My intention, as I write this little piece, is not so much to glorify the protests or the youths who have taken the lead in this campaign...well, not at this point. Like Marc Anthony said in Shakespeare’s epic novel, Julius Caesar, “I come to bury Caesar, not to praise him.” So, I come to put the nail on the coffin of a government that, though it makes a show of being alive, is dead and ready to be buried. I come to bury the lazy youths who originated only in the figment of the imagination of a docile and senile executive leadership. I come to bury the insensitive, selfish, greedy, and low-lifer legislooters, who, in the midst of so much hardship and depression of its teeming populace, go a-frolicking, embracing brazen debauchery, without a tinge on their consciences, nay, they even steal more to add to their already over-sized treasury loot. I come to bury their lordships, who, like the biblical wicked men, take bribes under the table, showing nothing but contempt for justice. I come to bury the old and already fading away generation, who have not only thrown in the trowel in the face of such tyrannies that befall our nation but, would also, attempt to inject the present generation with their sleeping drugs, to keep them in a coma while their ilk continue business as usual. Sadly, it is to that generation, of the old and fading, that I belong! But not anymore. A few days into the protests, my daughter injected me with an energy liquid, asking me the famous question Joshua posed to the strange Man he saw in the midst of his battle with Jericho, “Are you for us or against us?” My pertinent answer to that was another question; “Is there really another side?”
For six decades since independence, we have fluttered and stumbled as a nation. We have continually sought this Messiah, who would turn the kingdom to the hands of the faithfuls and we have prayed (our most visible activity). We have talked and debated on end – I cannot count the number of morning magazines I sit to watch daily on my screens. I go on radio once a week also, to lend my voice to these burning issues. We have marched sometimes, with very few persons identifying with the cause but most of them doing so for a selfish motive – politicians, labour leaders, CSOs, actors, artists, religious leaders, just to be seen and to foster their real motives – a free platform for the promotion of their businesses. And we have all been blinded to their plots.
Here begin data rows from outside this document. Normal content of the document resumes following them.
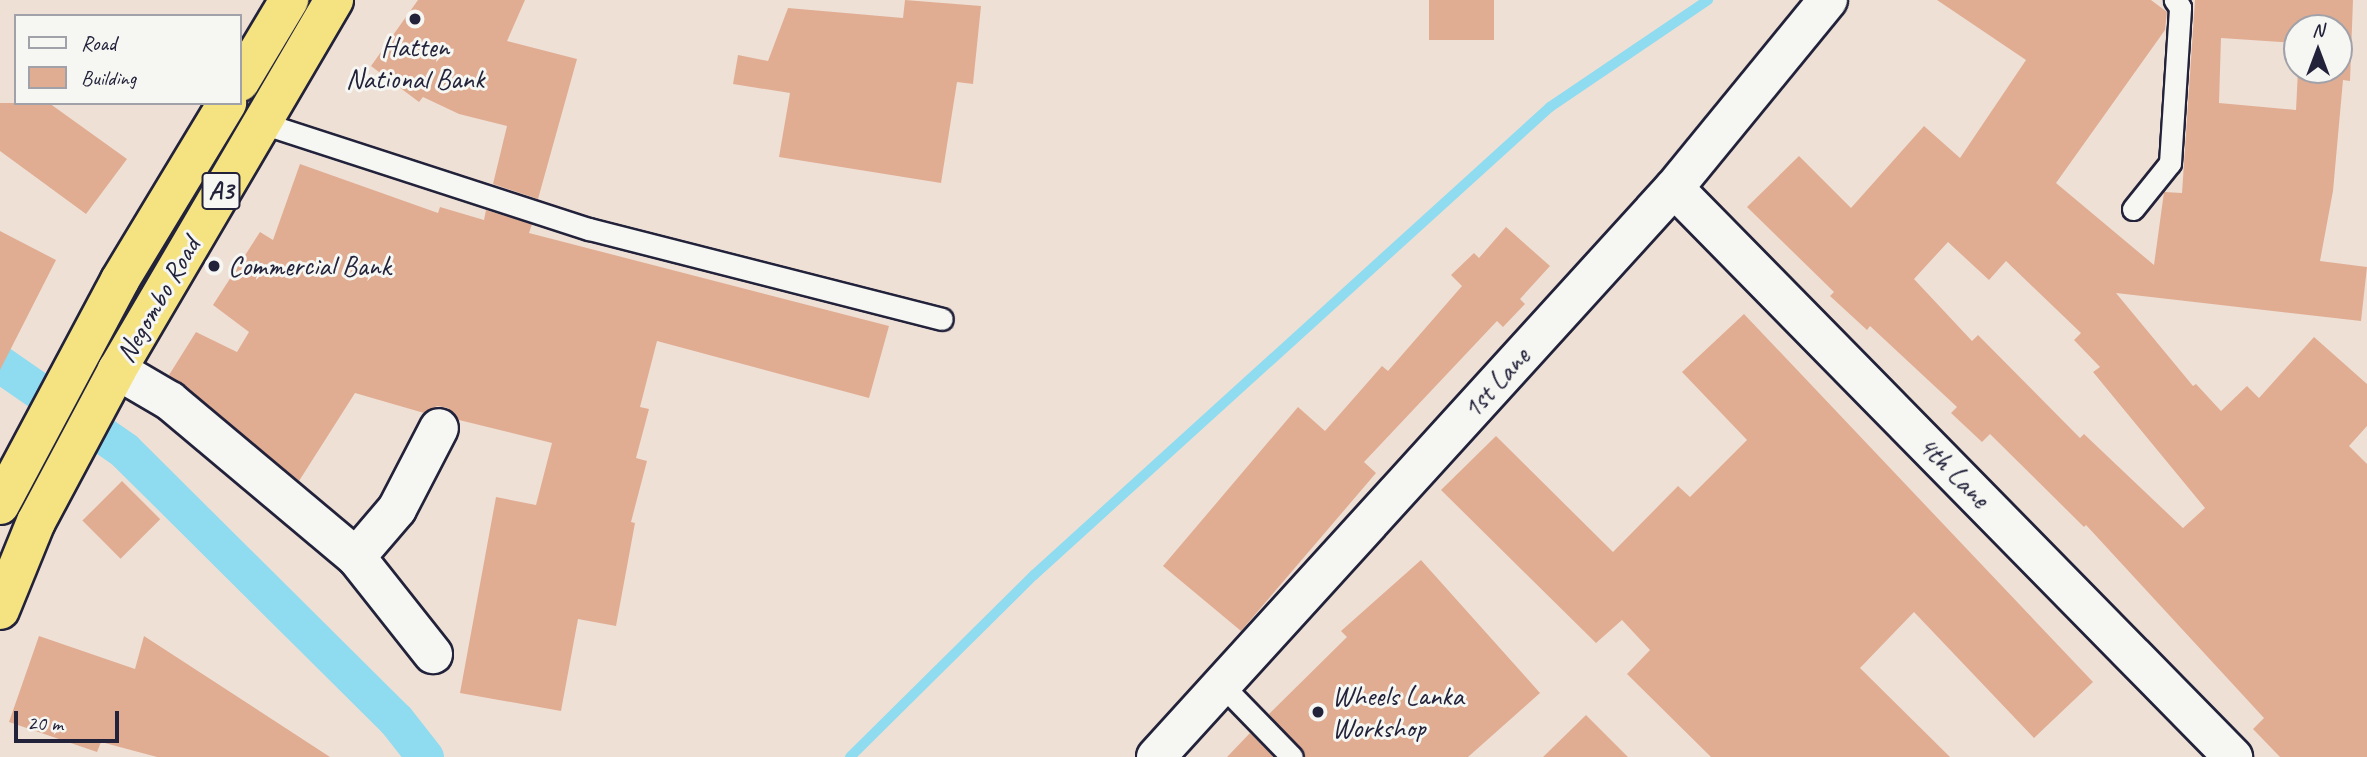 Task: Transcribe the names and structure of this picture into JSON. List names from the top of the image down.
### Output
{
  "streets": {
    "highway": ["A3", "Negombo Road"],
    "street": ["1st Lane", "4th Lane"]
  },
  "crossings": [
    ["1st Lane", "4th Lane"]
  ],
  "places": ["Hatten National Bank", "Commercial Bank", "Wheels Lanka Workshop"],
  "legend": ["Road", "Building"],
  "scale_bar": "20 m",
  "north": "top"
}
20/20 vision, according to the American Optometric Association, is a term used to express normal visual acuity (the clarity or sharpness of vision) measured at a distance of 20 feet. This concept was articulated more by the recently demised Johnny Nash in the lyrics of his popular song, “I can see clearly now, the rain is gone.”
“I can see clearly now, the rain is gone.
I can see all obstacles in my way
Gone are the dark clouds that had me blind
It’s gonna be a bright, (bright)
Bright (bright) sunshiny day…

Alas, a new dawn is upon us. “Here is that rainbow I’ve been praying for.” A new breed without greed. A sleeping giant that has gradually woken up from its slumber and from the hexes pronounced on them by ancient devils and diviners, to not see with their open eyes, to not hear with their open ears, to not articulate with their minds and to not be enabled to give in to necessary action. But all that is in the past now. The tongue of the dumb has been loosened so that they can all soro s’oke, such that there is no speech or language where their voice is not heard. Their sound has gone out through all the earth and their words to the end of the world. Even the deaf hear. The blind can see the crowd like the gathering of the clouds ahead of a torrential downpour. The lame wo/man is leaping and forging ahead to take the prey. Nigeria, the die is cast!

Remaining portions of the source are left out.